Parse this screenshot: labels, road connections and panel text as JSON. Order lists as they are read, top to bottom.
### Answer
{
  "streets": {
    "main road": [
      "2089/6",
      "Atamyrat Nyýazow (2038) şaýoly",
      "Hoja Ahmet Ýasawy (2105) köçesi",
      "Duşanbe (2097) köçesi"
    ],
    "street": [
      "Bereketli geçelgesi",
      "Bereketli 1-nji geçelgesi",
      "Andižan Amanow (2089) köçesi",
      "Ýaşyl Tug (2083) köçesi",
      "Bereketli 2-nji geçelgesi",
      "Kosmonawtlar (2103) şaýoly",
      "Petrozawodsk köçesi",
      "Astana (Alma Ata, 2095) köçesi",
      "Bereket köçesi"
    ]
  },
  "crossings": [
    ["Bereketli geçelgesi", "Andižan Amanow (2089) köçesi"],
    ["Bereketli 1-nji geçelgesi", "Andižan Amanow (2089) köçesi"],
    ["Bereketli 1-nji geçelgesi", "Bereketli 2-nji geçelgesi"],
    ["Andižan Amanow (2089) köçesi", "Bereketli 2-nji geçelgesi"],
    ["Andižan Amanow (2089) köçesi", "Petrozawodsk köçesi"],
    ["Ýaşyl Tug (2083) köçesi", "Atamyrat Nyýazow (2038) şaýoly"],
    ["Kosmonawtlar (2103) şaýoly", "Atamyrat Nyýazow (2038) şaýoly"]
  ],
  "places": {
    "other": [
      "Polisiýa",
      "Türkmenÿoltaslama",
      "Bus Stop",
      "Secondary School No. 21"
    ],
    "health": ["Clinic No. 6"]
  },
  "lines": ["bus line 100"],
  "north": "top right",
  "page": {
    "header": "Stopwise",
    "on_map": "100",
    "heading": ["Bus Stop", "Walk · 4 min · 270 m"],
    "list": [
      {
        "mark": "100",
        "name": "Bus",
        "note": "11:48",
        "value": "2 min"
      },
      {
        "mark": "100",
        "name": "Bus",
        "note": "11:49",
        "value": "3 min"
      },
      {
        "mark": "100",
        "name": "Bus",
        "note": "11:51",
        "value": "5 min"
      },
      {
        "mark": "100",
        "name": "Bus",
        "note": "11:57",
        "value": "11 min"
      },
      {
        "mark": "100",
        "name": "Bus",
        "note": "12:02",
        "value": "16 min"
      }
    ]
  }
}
■ ■ ■ ■ ■ ■ ■
- [ABOUT THIS TASK]: Write down how many lines of the data above contain the string "Nyýazow", and include nothing besides that number.

- [YOUR SOLUTION]: 3